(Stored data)
----

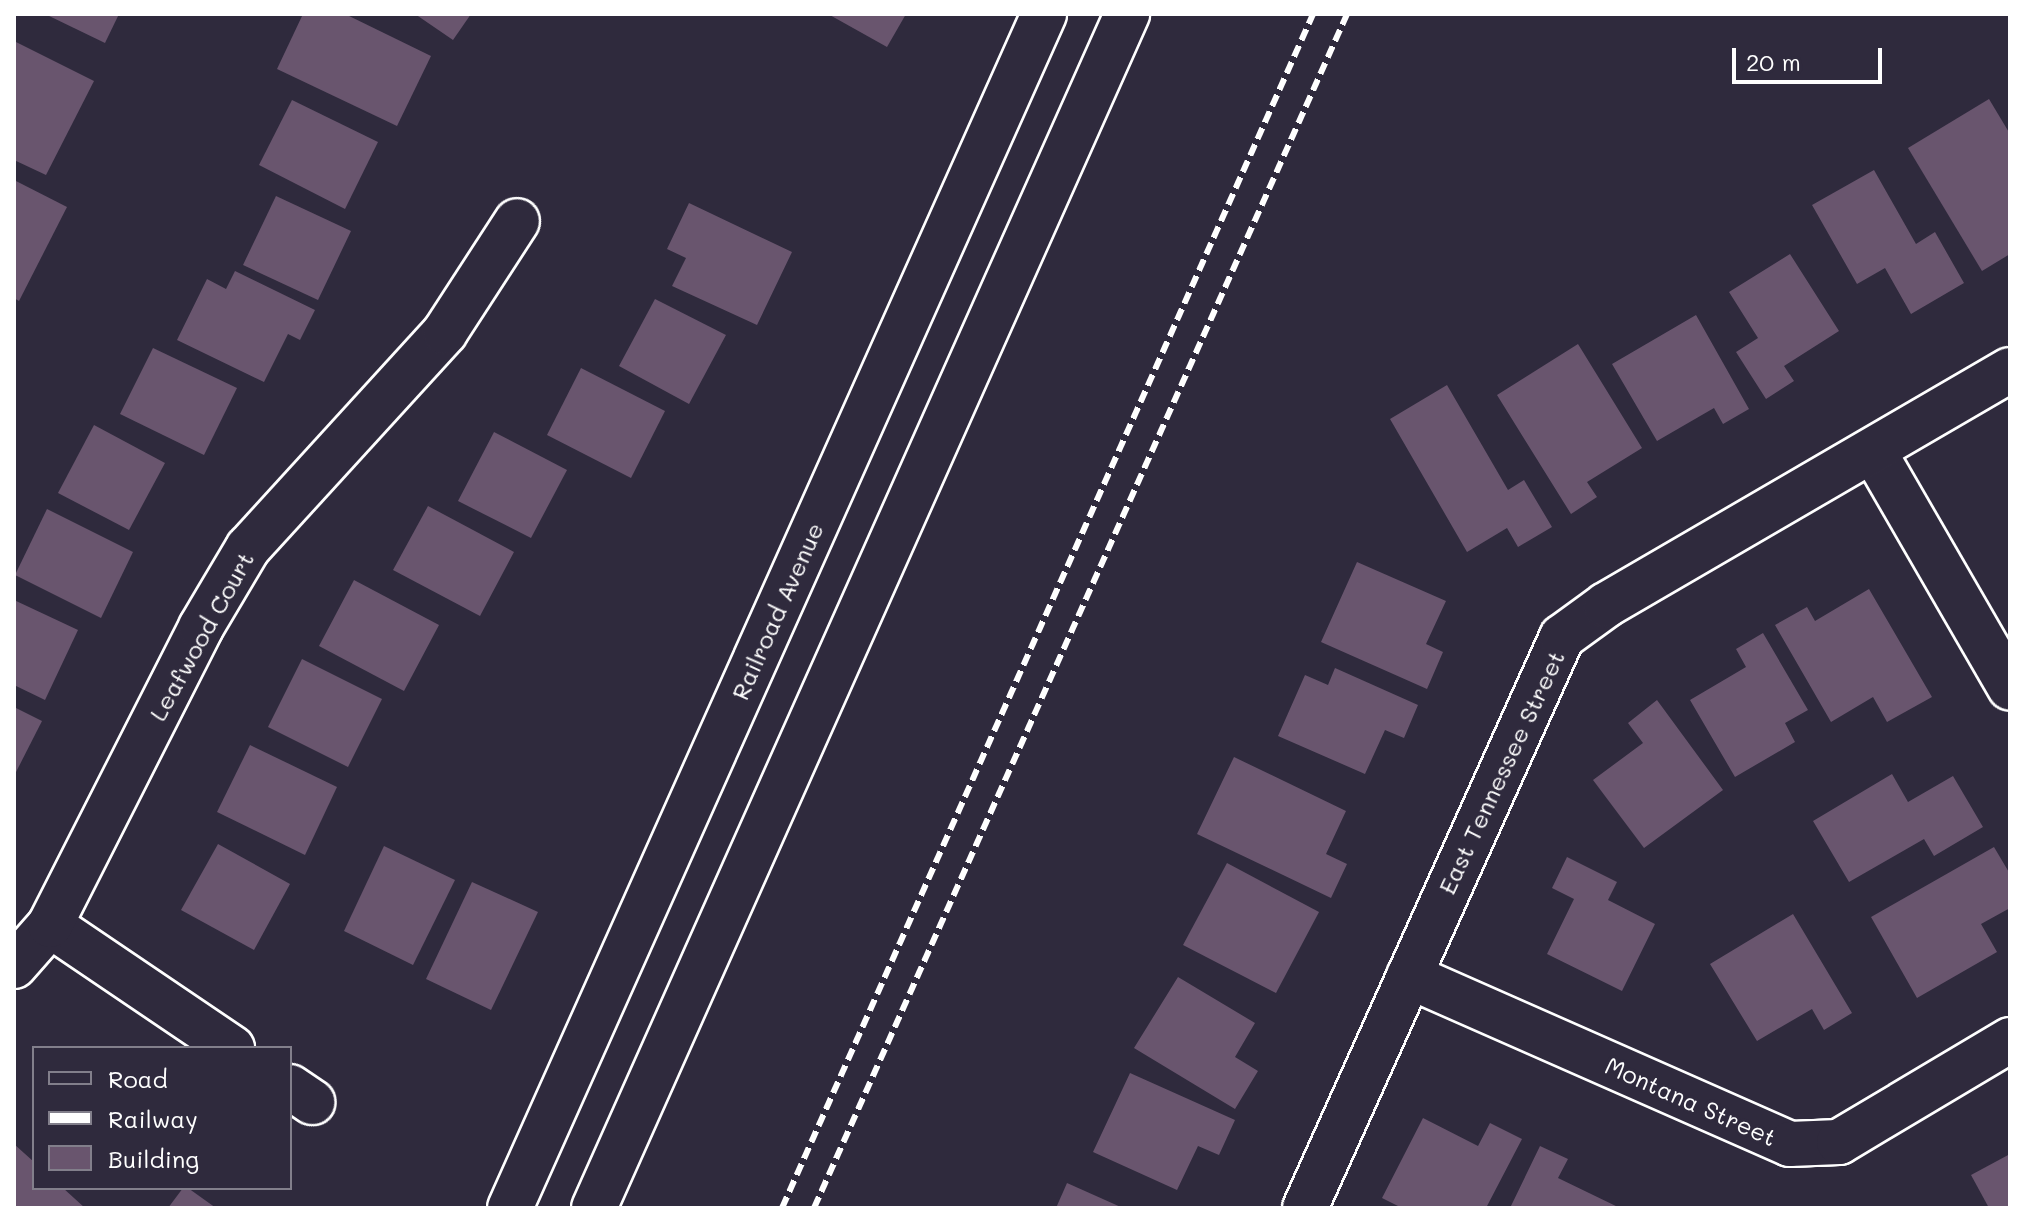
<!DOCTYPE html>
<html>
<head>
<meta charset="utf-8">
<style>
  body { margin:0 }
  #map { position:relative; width:2024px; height:1222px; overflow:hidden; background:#2f2a3d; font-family:Mali,sans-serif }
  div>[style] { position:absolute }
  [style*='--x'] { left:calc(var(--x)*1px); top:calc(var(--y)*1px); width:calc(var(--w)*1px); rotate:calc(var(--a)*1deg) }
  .building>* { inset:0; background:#69556e }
  .roads { filter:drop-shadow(2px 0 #fff) drop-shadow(-2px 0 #fff) drop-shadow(0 2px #fff) drop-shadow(0 -2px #fff) }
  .street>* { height:44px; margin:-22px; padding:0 22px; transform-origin:22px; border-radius:22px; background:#2f2a3d }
  .secondary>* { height:44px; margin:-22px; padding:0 22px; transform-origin:22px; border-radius:22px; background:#2f2a3d }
  .rail>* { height:6px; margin-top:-3px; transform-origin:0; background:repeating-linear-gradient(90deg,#fff 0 12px,transparent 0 18px) }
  span { translate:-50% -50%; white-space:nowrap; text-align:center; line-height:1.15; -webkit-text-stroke:6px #2f2a3d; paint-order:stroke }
  .street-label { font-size:24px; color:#fff }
  .frame { position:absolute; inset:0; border:16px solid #fff; pointer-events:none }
  .legend { position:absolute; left:32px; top:1046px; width:260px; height:144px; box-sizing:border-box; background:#2f2a3d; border:2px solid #827f8b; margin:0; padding:10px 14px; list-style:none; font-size:24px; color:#fff }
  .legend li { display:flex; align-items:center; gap:16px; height:40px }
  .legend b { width:40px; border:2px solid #827f8b }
  .scale { position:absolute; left:1732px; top:48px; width:150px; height:36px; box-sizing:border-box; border:4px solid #fff; border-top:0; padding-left:10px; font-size:24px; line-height:28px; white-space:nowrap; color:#fff; -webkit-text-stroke:6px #2f2a3d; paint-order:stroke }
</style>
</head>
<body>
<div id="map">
  <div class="building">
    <i style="clip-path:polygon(45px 14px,119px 14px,105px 43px)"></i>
    <i style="clip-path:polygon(303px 14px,345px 14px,431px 56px,397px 126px,277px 69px)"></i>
    <i style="clip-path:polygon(415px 14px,471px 14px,453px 40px)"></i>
    <i style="clip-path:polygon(828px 14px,906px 14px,887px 47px)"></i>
    <i style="clip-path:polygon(14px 41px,94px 81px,46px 175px,14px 160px)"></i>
    <i style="clip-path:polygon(1989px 99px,2010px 134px,2010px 254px,1982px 271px,1908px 148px)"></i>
    <i style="clip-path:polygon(292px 100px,378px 142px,345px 209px,259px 165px)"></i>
    <i style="clip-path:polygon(1874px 170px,1916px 244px,1935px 232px,1964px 283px,1911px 314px,1885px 268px,1857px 284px,1812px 205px)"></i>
    <i style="clip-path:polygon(14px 180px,67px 207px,19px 301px,14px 298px)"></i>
    <i style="clip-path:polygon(276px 196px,351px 231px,318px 300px,243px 265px)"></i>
    <i style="clip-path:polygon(689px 203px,792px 252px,757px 325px,672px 286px,686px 258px,667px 249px)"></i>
    <i style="clip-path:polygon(1790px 254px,1839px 331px,1784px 366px,1794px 381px,1766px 399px,1736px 352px,1758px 338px,1729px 292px)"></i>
    <i style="clip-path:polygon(235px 271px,315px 310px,300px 340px,288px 334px,264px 382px,177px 340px,207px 279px,226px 289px)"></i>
    <i style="clip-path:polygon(655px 299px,726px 335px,689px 404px,619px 366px)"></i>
    <i style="clip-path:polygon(1696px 315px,1749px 409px,1723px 424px,1714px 408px,1657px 441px,1612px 364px)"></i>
    <i style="clip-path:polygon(1578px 344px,1642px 448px,1587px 482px,1597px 497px,1571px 514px,1497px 395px)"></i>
    <i style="clip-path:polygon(153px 348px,237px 388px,204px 455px,120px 414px)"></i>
    <i style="clip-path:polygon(581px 368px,665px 411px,631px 478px,547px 435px)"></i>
    <i style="clip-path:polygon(1447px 385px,1508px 490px,1524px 480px,1552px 527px,1518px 547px,1507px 528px,1467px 552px,1390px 419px)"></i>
    <i style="clip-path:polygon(94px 425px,165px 463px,129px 530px,58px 493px)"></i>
    <i style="clip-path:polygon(494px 432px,567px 470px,531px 538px,458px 501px)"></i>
    <i style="clip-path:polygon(428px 506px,514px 552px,480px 616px,393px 570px)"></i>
    <i style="clip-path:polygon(47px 509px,133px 552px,101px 618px,15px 575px)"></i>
    <i style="clip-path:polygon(1357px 562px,1446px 601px,1426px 644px,1443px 652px,1427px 689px,1321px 642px)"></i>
    <i style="clip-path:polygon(354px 580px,439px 625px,404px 691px,319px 646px)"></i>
    <i style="clip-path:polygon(1869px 589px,1932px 697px,1887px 722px,1873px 697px,1831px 722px,1775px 625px,1807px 607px,1815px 621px)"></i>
    <i style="clip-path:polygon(14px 600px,78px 630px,45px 700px,14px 685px)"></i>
    <i style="clip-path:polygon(1763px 633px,1808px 710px,1785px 723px,1795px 742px,1735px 777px,1690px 700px,1746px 667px,1736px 649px)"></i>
    <i style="clip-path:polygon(302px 659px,382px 699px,348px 767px,268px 727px)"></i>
    <i style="clip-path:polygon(1335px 668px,1418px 705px,1404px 738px,1385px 730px,1365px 774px,1278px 736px,1305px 675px,1328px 685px)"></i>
    <i style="clip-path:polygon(1657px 700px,1723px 790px,1644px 848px,1593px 780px,1643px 743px,1628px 723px)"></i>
    <i style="clip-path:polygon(14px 707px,42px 721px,14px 776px)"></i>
    <i style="clip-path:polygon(250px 745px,337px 787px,305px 855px,217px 812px)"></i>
    <i style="clip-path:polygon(1234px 757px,1346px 811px,1326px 854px,1347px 864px,1331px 898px,1197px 834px)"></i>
    <i style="clip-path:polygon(1892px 774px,1908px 802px,1953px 776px,1983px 827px,1934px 856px,1924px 839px,1849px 882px,1813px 821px)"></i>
    <i style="clip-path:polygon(218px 844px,290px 884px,254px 950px,181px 910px)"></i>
    <i style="clip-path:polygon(384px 846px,455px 880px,413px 965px,344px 931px)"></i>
    <i style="clip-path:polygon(1994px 847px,2010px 874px,2010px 908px,1981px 924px,1997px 952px,1917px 998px,1871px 917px)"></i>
    <i style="clip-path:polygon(1567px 857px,1617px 882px,1608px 900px,1655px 924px,1622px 991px,1547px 954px,1574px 899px,1552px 888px)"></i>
    <i style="clip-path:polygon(1227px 863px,1319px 912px,1276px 993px,1183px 945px)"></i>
    <i style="clip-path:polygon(472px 882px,538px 912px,491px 1010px,426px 979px)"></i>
    <i style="clip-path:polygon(1793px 914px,1852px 1013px,1824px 1030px,1812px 1009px,1757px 1041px,1710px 964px)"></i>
    <i style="clip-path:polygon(1178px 977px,1255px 1023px,1235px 1057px,1258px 1071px,1235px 1109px,1134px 1048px)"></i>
    <i style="clip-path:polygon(1130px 1073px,1235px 1120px,1219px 1155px,1198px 1146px,1177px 1190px,1093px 1152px)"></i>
    <i style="clip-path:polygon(1423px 1118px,1478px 1146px,1490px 1123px,1522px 1139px,1486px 1208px,1402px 1208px,1382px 1198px)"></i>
    <i style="clip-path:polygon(14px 1144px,34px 1162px,34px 1188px,63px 1188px,85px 1208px,14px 1208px)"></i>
    <i style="clip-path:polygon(1540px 1146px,1568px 1159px,1558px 1178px,1620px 1208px,1510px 1208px)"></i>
    <i style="clip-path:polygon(2010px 1154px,2010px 1208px,1989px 1208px,1971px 1175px)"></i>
    <i style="clip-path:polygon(1067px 1183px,1123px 1208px,1056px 1208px)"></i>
    <i style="clip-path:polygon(183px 1188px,188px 1188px,216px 1208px,168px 1208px)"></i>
  </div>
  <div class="roads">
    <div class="street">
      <i style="--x:1874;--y:452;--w:272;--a:60"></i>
      <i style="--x:50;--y:925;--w:220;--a:34.1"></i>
      <i style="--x:14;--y:966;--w:55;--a:-48.7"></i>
      <i style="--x:50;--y:925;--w:334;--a:-63.1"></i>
      <i style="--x:201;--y:627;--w:92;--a:-59.3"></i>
      <i style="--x:248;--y:548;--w:292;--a:-47.6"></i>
      <i style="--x:445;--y:332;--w:132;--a:-57"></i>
      <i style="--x:1409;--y:976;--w:416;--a:23.8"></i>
      <i style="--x:1790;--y:1144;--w:49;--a:-2.3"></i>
      <i style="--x:1839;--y:1142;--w:199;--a:-30.8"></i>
      <i style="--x:290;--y:1087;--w:27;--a:34"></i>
      <i style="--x:1305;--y:1208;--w:626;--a:-65.77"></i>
      <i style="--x:1562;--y:637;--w:54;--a:-36"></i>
      <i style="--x:1606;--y:605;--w:467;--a:-30.2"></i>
    </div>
    <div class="secondary">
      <i style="--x:510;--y:1208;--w:1308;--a:-65.9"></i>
      <i style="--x:594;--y:1208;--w:1308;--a:-65.94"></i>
    </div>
  </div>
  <div class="rail">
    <i style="--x:782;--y:1208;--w:1307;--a:-66.02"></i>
    <i style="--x:814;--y:1208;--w:1308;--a:-65.94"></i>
  </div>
  <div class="street-label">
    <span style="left:777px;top:611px;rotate:-66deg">Railroad Avenue</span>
    <span style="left:201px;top:636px;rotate:-61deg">Leafwood Court</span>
    <span style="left:1501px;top:772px;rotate:-65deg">East Tennessee Street</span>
    <span style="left:1691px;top:1101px;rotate:24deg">Montana Street</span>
  </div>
  <div class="frame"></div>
  <ul class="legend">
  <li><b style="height:10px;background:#2f2a3d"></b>Road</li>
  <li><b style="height:10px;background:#fff"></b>Railway</li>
  <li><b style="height:22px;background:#69556e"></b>Building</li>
  </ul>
  <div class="scale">20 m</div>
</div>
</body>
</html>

----

*Exercise*. Write out again exactly the lines from the start of the data above through the line containing "filter:drop-shadow(2px 0 #fff)", inclusive, excluding any pictures.

*Task response*.
<!DOCTYPE html>
<html>
<head>
<meta charset="utf-8">
<style>
  body { margin:0 }
  #map { position:relative; width:2024px; height:1222px; overflow:hidden; background:#2f2a3d; font-family:Mali,sans-serif }
  div>[style] { position:absolute }
  [style*='--x'] { left:calc(var(--x)*1px); top:calc(var(--y)*1px); width:calc(var(--w)*1px); rotate:calc(var(--a)*1deg) }
  .building>* { inset:0; background:#69556e }
  .roads { filter:drop-shadow(2px 0 #fff) drop-shadow(-2px 0 #fff) drop-shadow(0 2px #fff) drop-shadow(0 -2px #fff) }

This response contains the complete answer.